*Your assignment*.
Every entry should be duplicated verbatim, and no picture may appear in the copy.

*Stored data*.
******************************

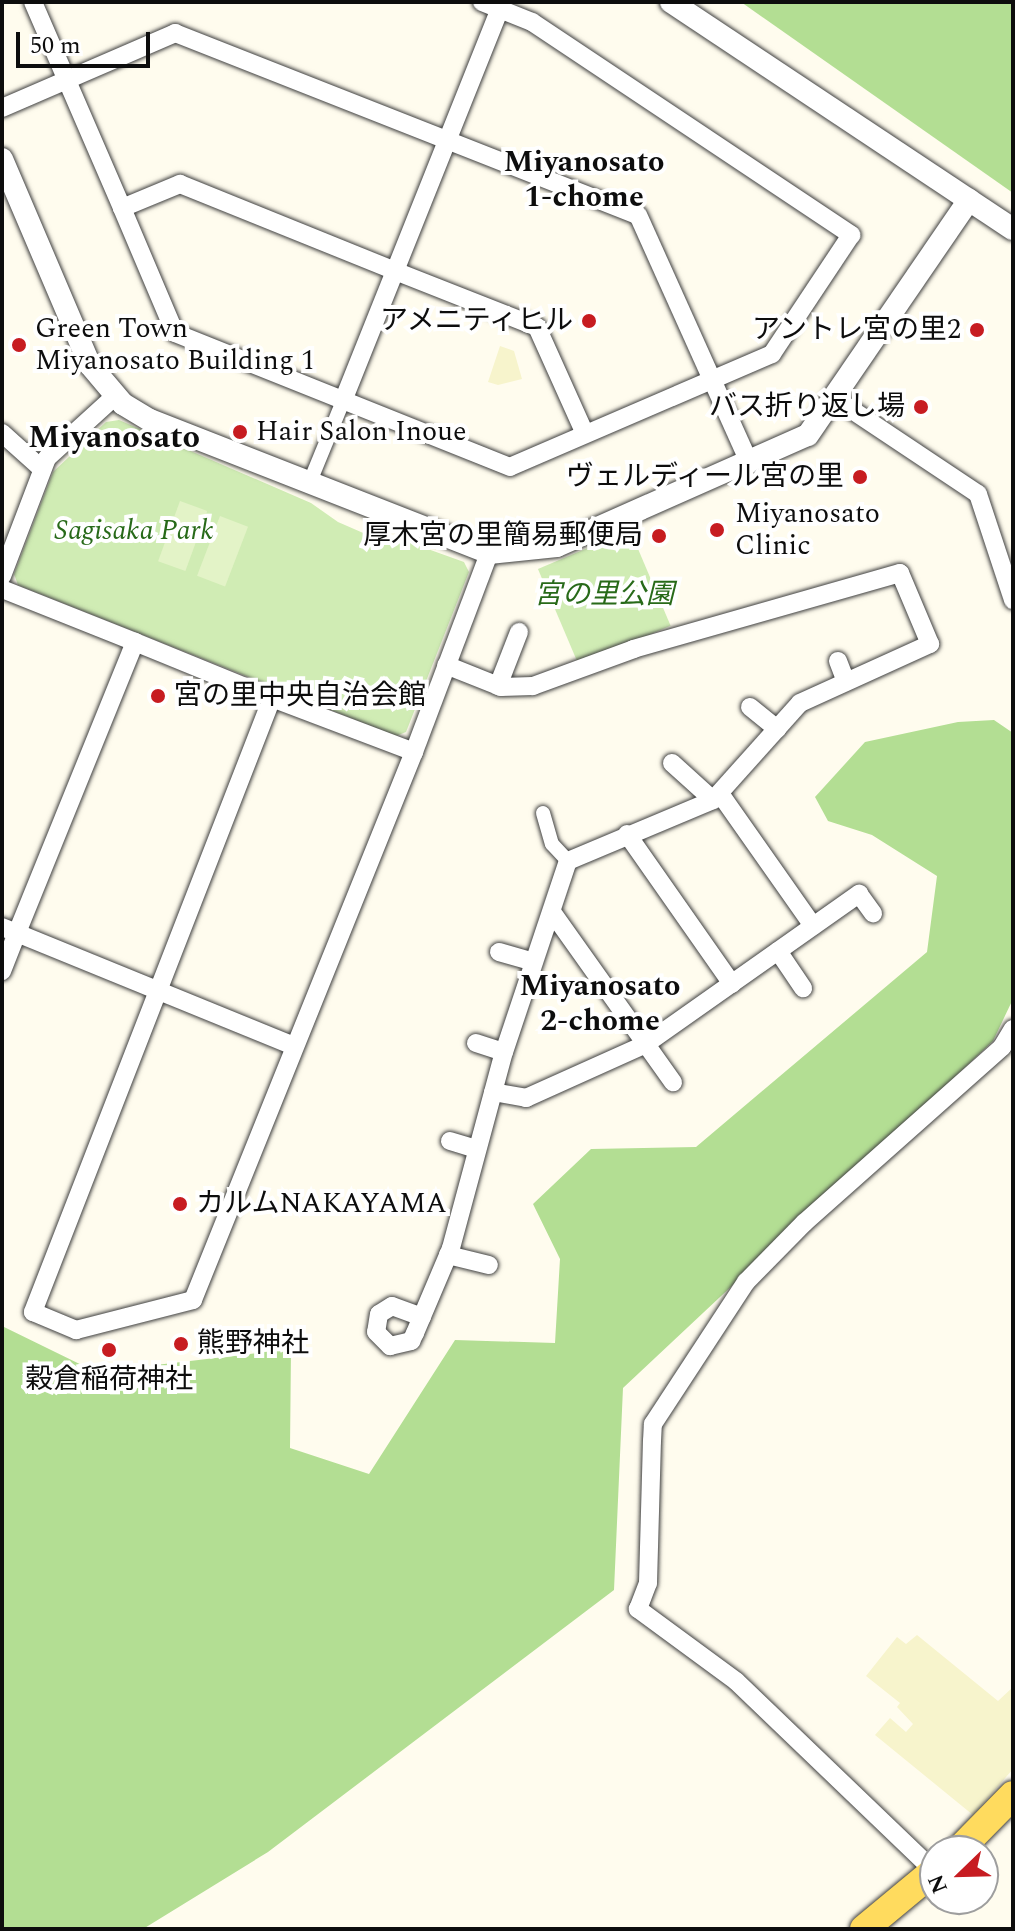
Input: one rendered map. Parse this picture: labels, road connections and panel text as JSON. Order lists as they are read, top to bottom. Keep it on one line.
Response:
{"districts":["Miyanosato 1-chome","Miyanosato","Miyanosato 2-chome"],"parks":["Sagisaka Park","宮の里公園"],"places":["アメニティヒル","アントレ宮の里2","Green Town Miyanosato Building 1","バス折り返し場","Hair Salon Inoue","ヴェルディール宮の里","Miyanosato Clinic","厚木宮の里簡易郵便局","宮の里中央自治会館","カルムNAKAYAMA","熊野神社","穀倉稲荷神社"],"scale_bar":"50 m","north":"bottom left"}
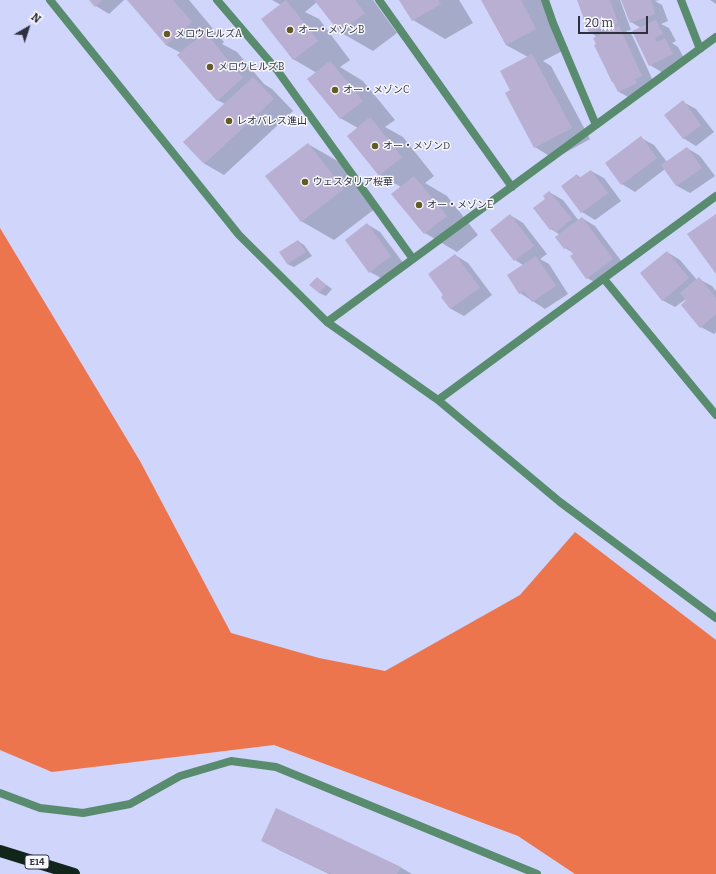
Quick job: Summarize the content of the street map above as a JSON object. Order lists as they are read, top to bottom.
{
  "streets": {
    "highway": ["E14"]
  },
  "places": [
    "オー・メゾンB",
    "メロウヒルズA",
    "メロウヒルズB",
    "オー・メゾンC",
    "レオパレス進山",
    "オー・メゾンD",
    "ウェスタリア桜華",
    "オー・メゾンE"
  ],
  "scale_bar": "20 m",
  "north": "top right"
}
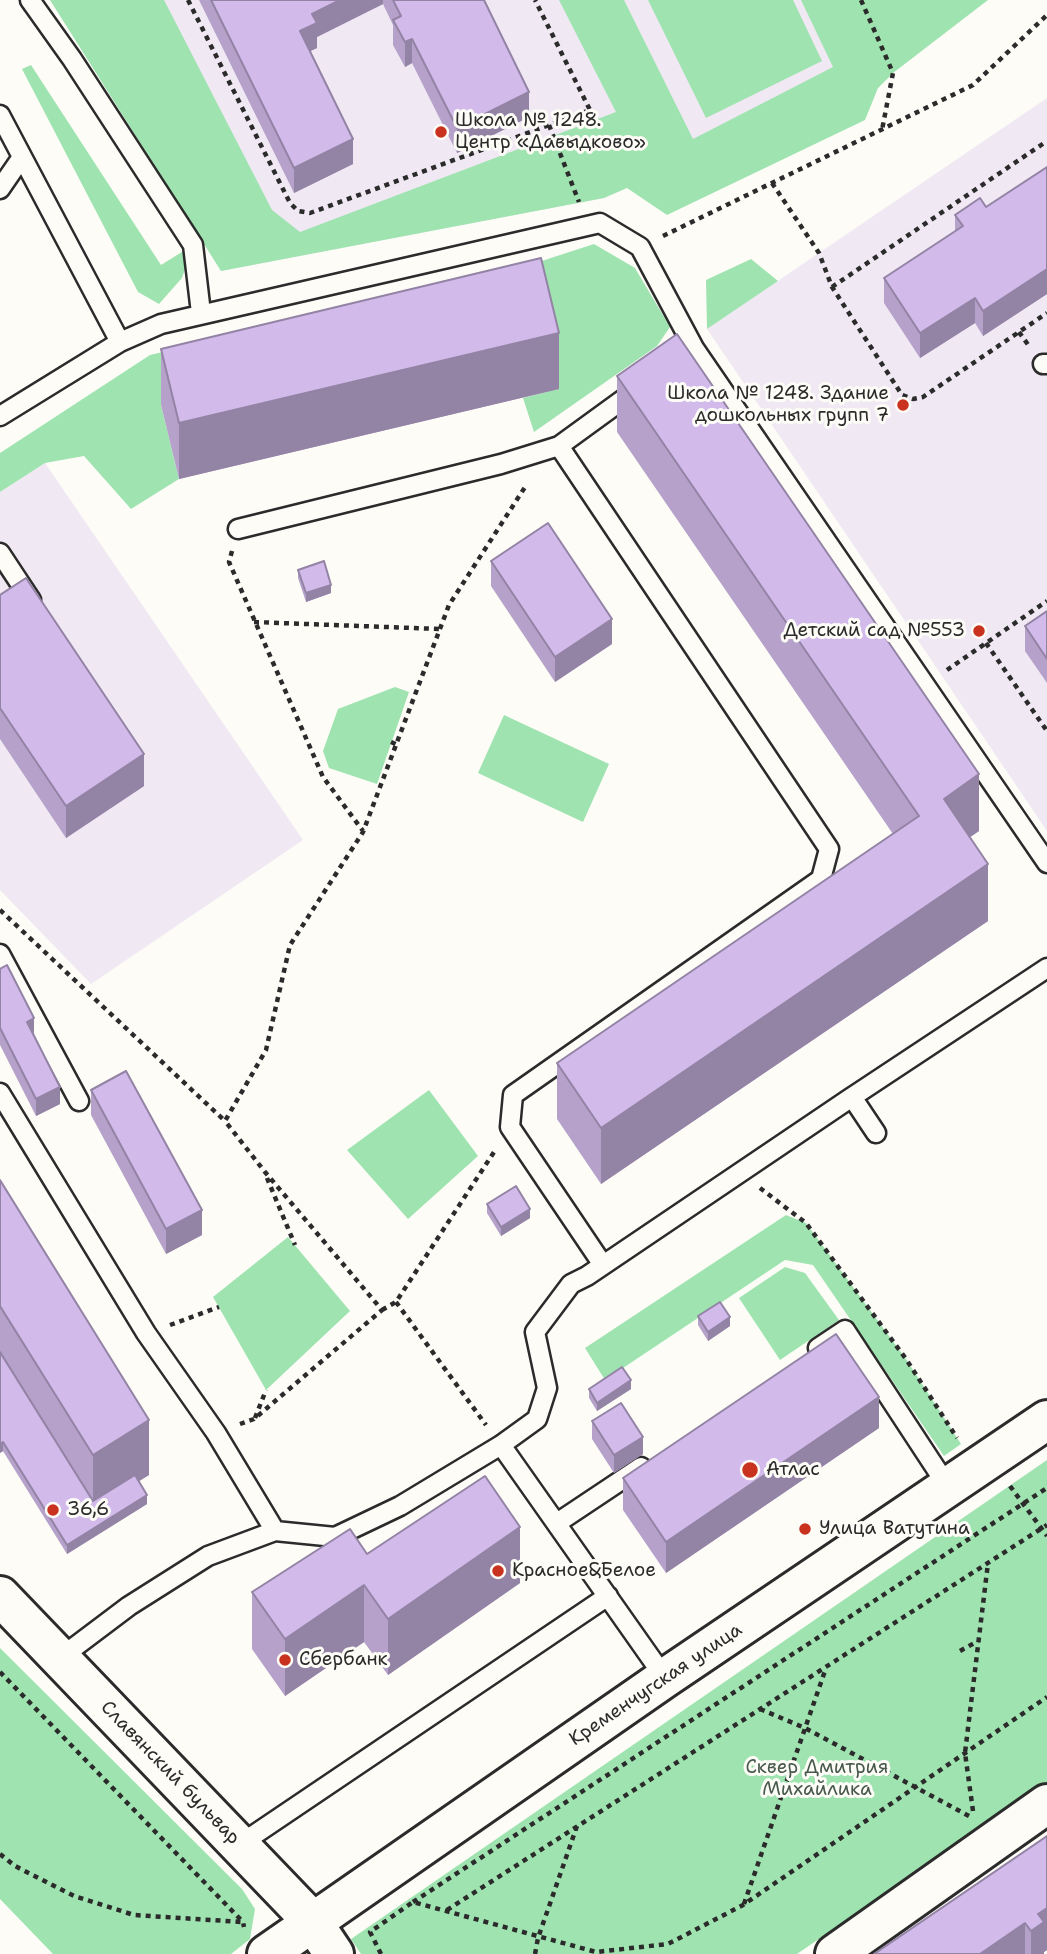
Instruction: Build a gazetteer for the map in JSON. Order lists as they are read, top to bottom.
{
  "streets": {
    "street": ["Кременчугская улица", "Славянский бульвар"]
  },
  "crossings": [
    ["Кременчугская улица", "Славянский бульвар"]
  ],
  "parks": ["Сквер Дмитрия Михайлика"],
  "places": [
    "Школа № 1248. Центр «Давыдково»",
    "Школа № 1248. Здание дошкольных групп 7",
    "Детский сад №553",
    "Атлас",
    "36,6",
    "Улица Ватутина",
    "Красное&Белое",
    "Сбербанк"
  ]
}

******************************

*Final answer*.
Input: one rendered map. Parse this picture: labels, road connections and panel text as JSON. Order lists as they are read, top to bottom. Keep it on one line.
Response:
{"districts":["Miyanosato 1-chome","Miyanosato","Miyanosato 2-chome"],"parks":["Sagisaka Park","宮の里公園"],"places":["アメニティヒル","アントレ宮の里2","Green Town Miyanosato Building 1","バス折り返し場","Hair Salon Inoue","ヴェルディール宮の里","Miyanosato Clinic","厚木宮の里簡易郵便局","宮の里中央自治会館","カルムNAKAYAMA","熊野神社","穀倉稲荷神社"],"scale_bar":"50 m","north":"bottom left"}
Quick job: Summarize the content of the street map above as a JSON object. Order lists as they are read, top to bottom.
{
  "streets": {
    "highway": ["E14"]
  },
  "places": [
    "オー・メゾンB",
    "メロウヒルズA",
    "メロウヒルズB",
    "オー・メゾンC",
    "レオパレス進山",
    "オー・メゾンD",
    "ウェスタリア桜華",
    "オー・メゾンE"
  ],
  "scale_bar": "20 m",
  "north": "top right"
}
Instruction: Build a gazetteer for the map in JSON. Order lists as they are read, top to bottom.
{
  "streets": {
    "street": ["Кременчугская улица", "Славянский бульвар"]
  },
  "crossings": [
    ["Кременчугская улица", "Славянский бульвар"]
  ],
  "parks": ["Сквер Дмитрия Михайлика"],
  "places": [
    "Школа № 1248. Центр «Давыдково»",
    "Школа № 1248. Здание дошкольных групп 7",
    "Детский сад №553",
    "Атлас",
    "36,6",
    "Улица Ватутина",
    "Красное&Белое",
    "Сбербанк"
  ]
}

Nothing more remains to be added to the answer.